__Task details__
Every entry below should be transcribed exactly; pictures stay out of the copy.

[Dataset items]
--- --- ---

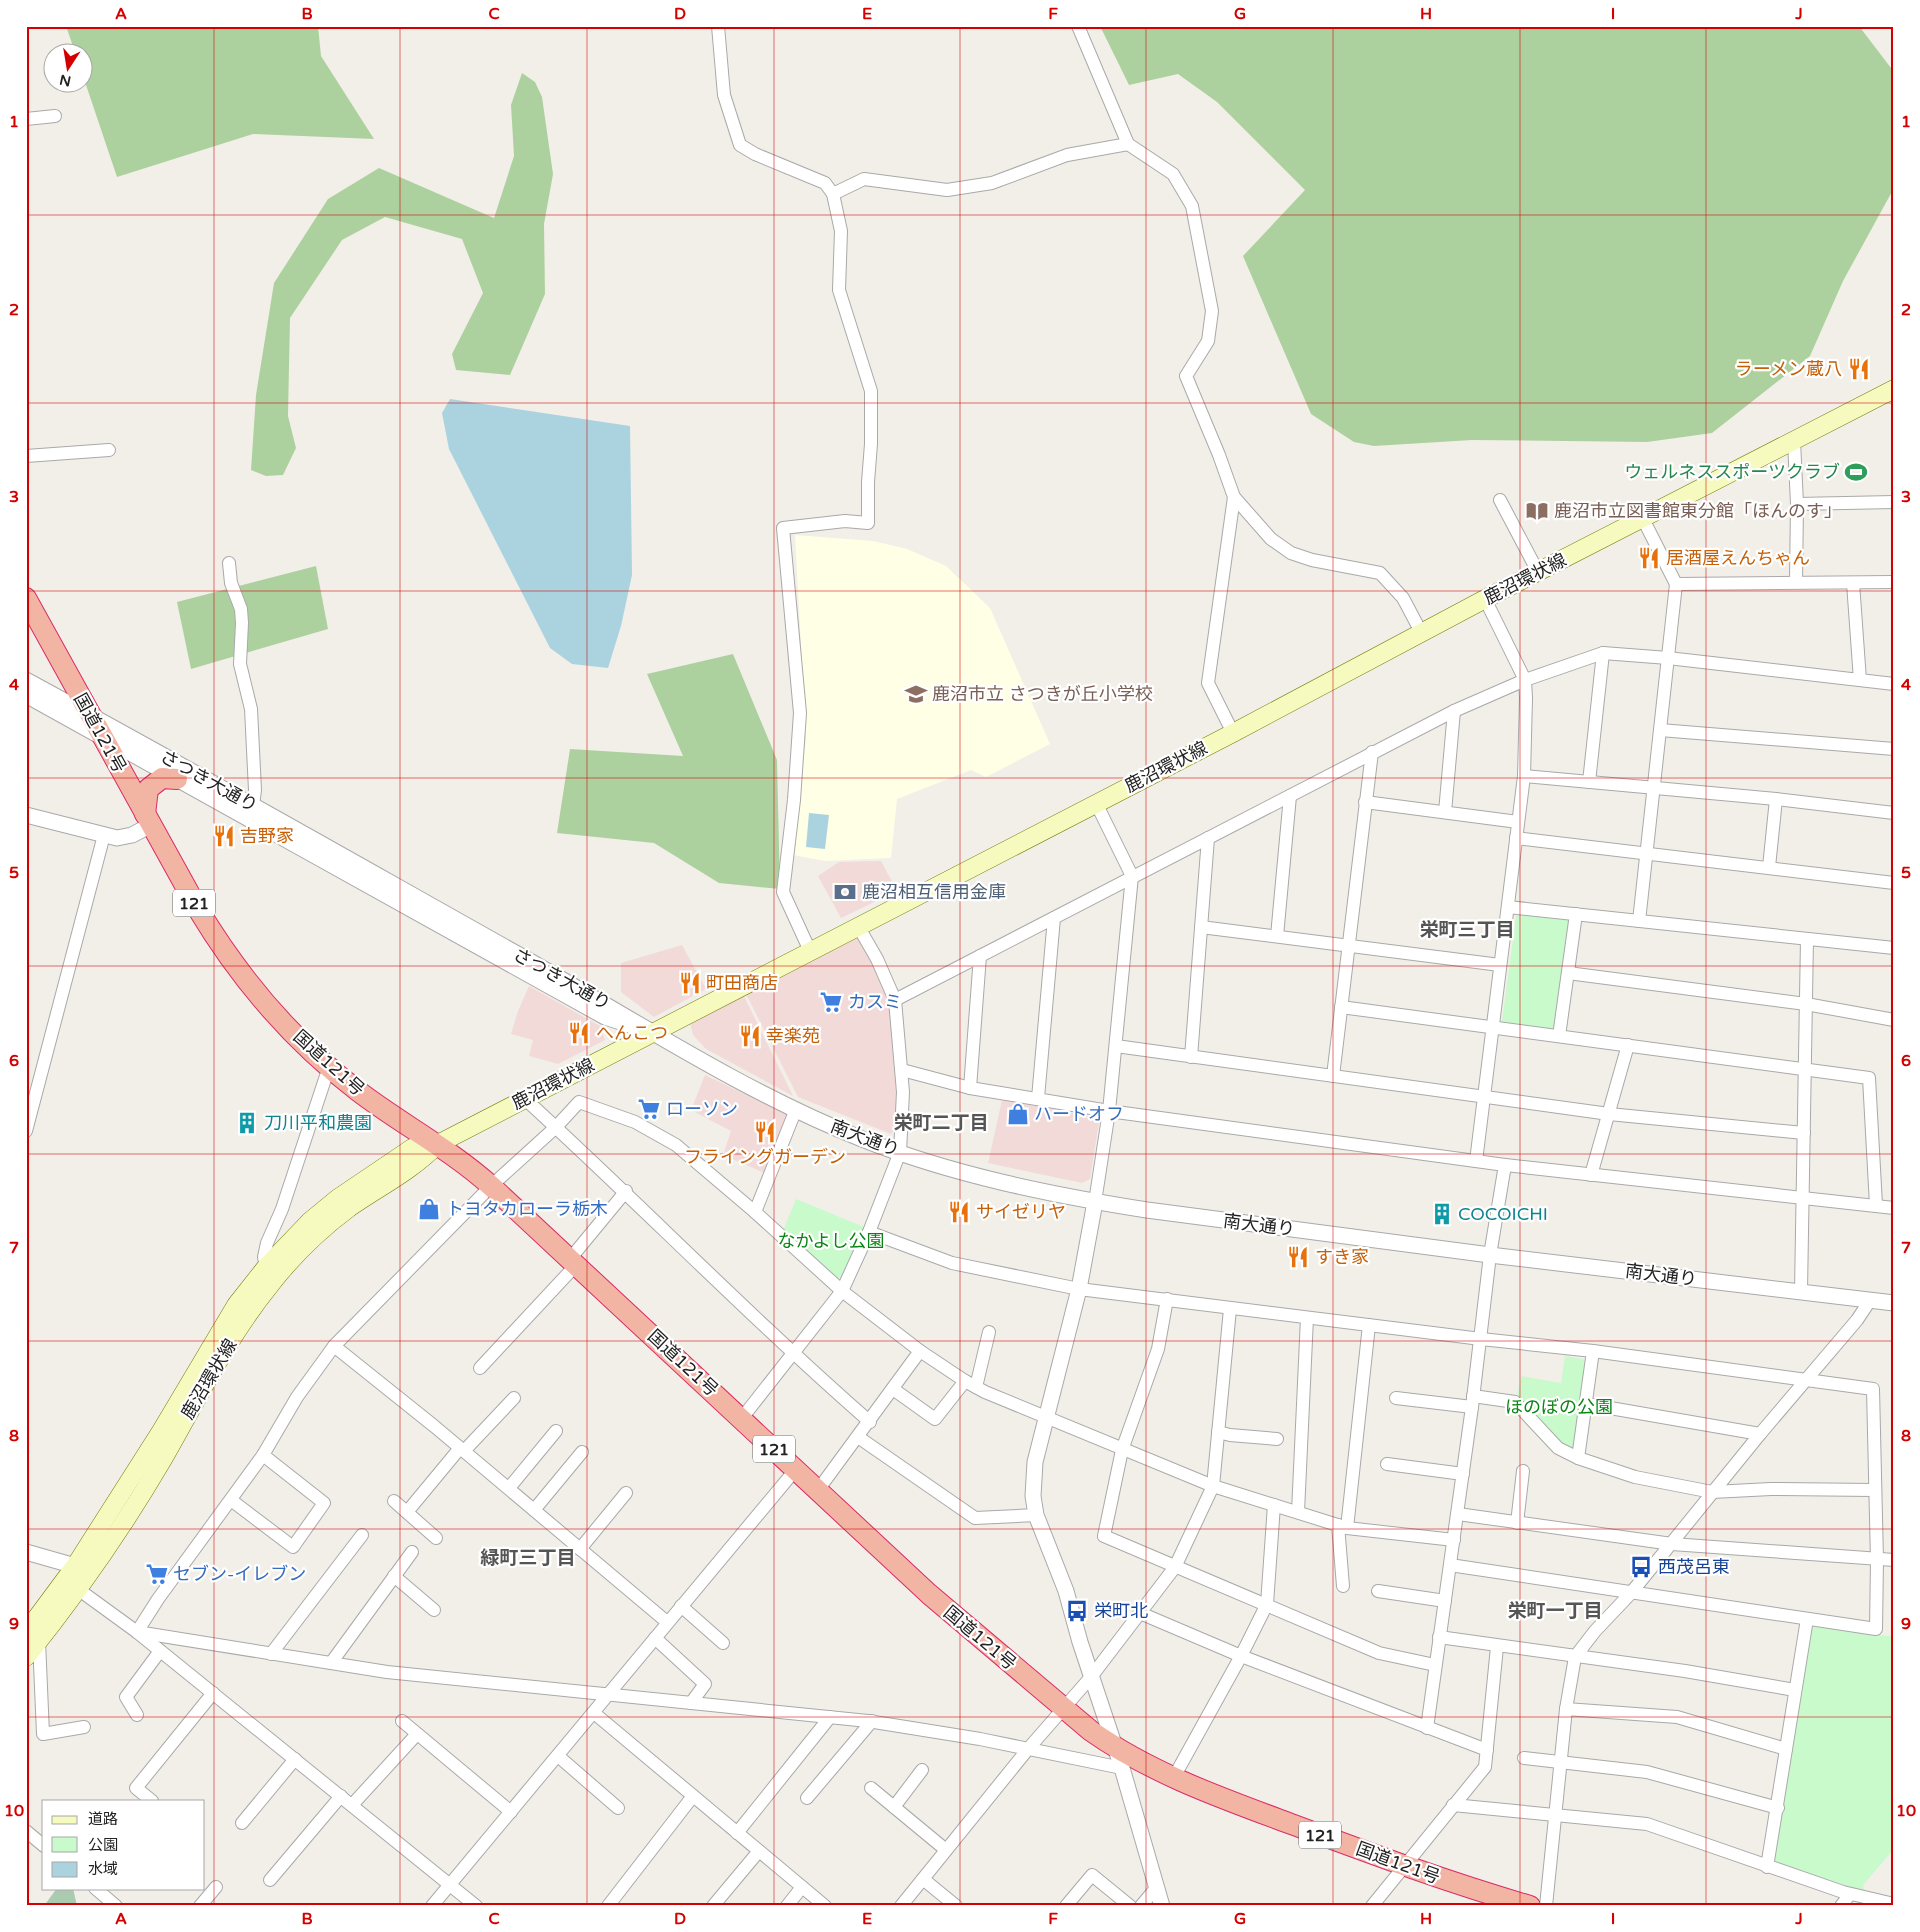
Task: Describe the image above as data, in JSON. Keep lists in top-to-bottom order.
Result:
{
  "streets": {
    "highway": ["国道121号", "121"],
    "main road": ["鹿沼環状線"],
    "street": ["さつき大通り", "南大通り"]
  },
  "crossings": [
    ["鹿沼環状線", "国道121号"],
    ["鹿沼環状線", "さつき大通り"],
    ["鹿沼環状線", "南大通り"],
    ["国道121号", "さつき大通り"],
    ["さつき大通り", "南大通り"]
  ],
  "districts": [
    "栄町三丁目",
    "栄町二丁目",
    "緑町三丁目",
    "栄町一丁目"
  ],
  "parks": ["なかよし公園", "ほのぼの公園"],
  "places": {
    "restaurant": [
      "ラーメン蔵八",
      "居酒屋えんちゃん",
      "吉野家",
      "町田商店",
      "へんこつ",
      "幸楽苑",
      "フライングガーデン",
      "サイゼリヤ",
      "すき家"
    ],
    "sports": ["ウェルネススポーツクラブ"],
    "library": ["鹿沼市立図書館東分館「ほんのす」"],
    "school or university": ["鹿沼市立 さつきが丘小学校"],
    "bank": ["鹿沼相互信用金庫"],
    "supermarket": ["カスミ", "ローソン", "セブン-イレブン"],
    "shop": ["ハードオフ", "トヨタカローラ栃木"],
    "building": ["刀川平和農園", "COCOICHI"],
    "bus stop": ["西茂呂東", "栄町北"]
  },
  "legend": ["道路", "公園", "水域"],
  "north": "bottom",
  "grid": {
    "columns": [
      "A",
      "B",
      "C",
      "D",
      "E",
      "F",
      "G",
      "H",
      "I",
      "J"
    ],
    "rows": [
      "1",
      "2",
      "3",
      "4",
      "5",
      "6",
      "7",
      "8",
      "9",
      "10"
    ]
  }
}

--- --- ---

__Task output__
Task: Describe the image above as data, in JSON. Keep lists in top-to-bottom order.
Result:
{
  "streets": {
    "highway": ["国道121号", "121"],
    "main road": ["鹿沼環状線"],
    "street": ["さつき大通り", "南大通り"]
  },
  "crossings": [
    ["鹿沼環状線", "国道121号"],
    ["鹿沼環状線", "さつき大通り"],
    ["鹿沼環状線", "南大通り"],
    ["国道121号", "さつき大通り"],
    ["さつき大通り", "南大通り"]
  ],
  "districts": [
    "栄町三丁目",
    "栄町二丁目",
    "緑町三丁目",
    "栄町一丁目"
  ],
  "parks": ["なかよし公園", "ほのぼの公園"],
  "places": {
    "restaurant": [
      "ラーメン蔵八",
      "居酒屋えんちゃん",
      "吉野家",
      "町田商店",
      "へんこつ",
      "幸楽苑",
      "フライングガーデン",
      "サイゼリヤ",
      "すき家"
    ],
    "sports": ["ウェルネススポーツクラブ"],
    "library": ["鹿沼市立図書館東分館「ほんのす」"],
    "school or university": ["鹿沼市立 さつきが丘小学校"],
    "bank": ["鹿沼相互信用金庫"],
    "supermarket": ["カスミ", "ローソン", "セブン-イレブン"],
    "shop": ["ハードオフ", "トヨタカローラ栃木"],
    "building": ["刀川平和農園", "COCOICHI"],
    "bus stop": ["西茂呂東", "栄町北"]
  },
  "legend": ["道路", "公園", "水域"],
  "north": "bottom",
  "grid": {
    "columns": [
      "A",
      "B",
      "C",
      "D",
      "E",
      "F",
      "G",
      "H",
      "I",
      "J"
    ],
    "rows": [
      "1",
      "2",
      "3",
      "4",
      "5",
      "6",
      "7",
      "8",
      "9",
      "10"
    ]
  }
}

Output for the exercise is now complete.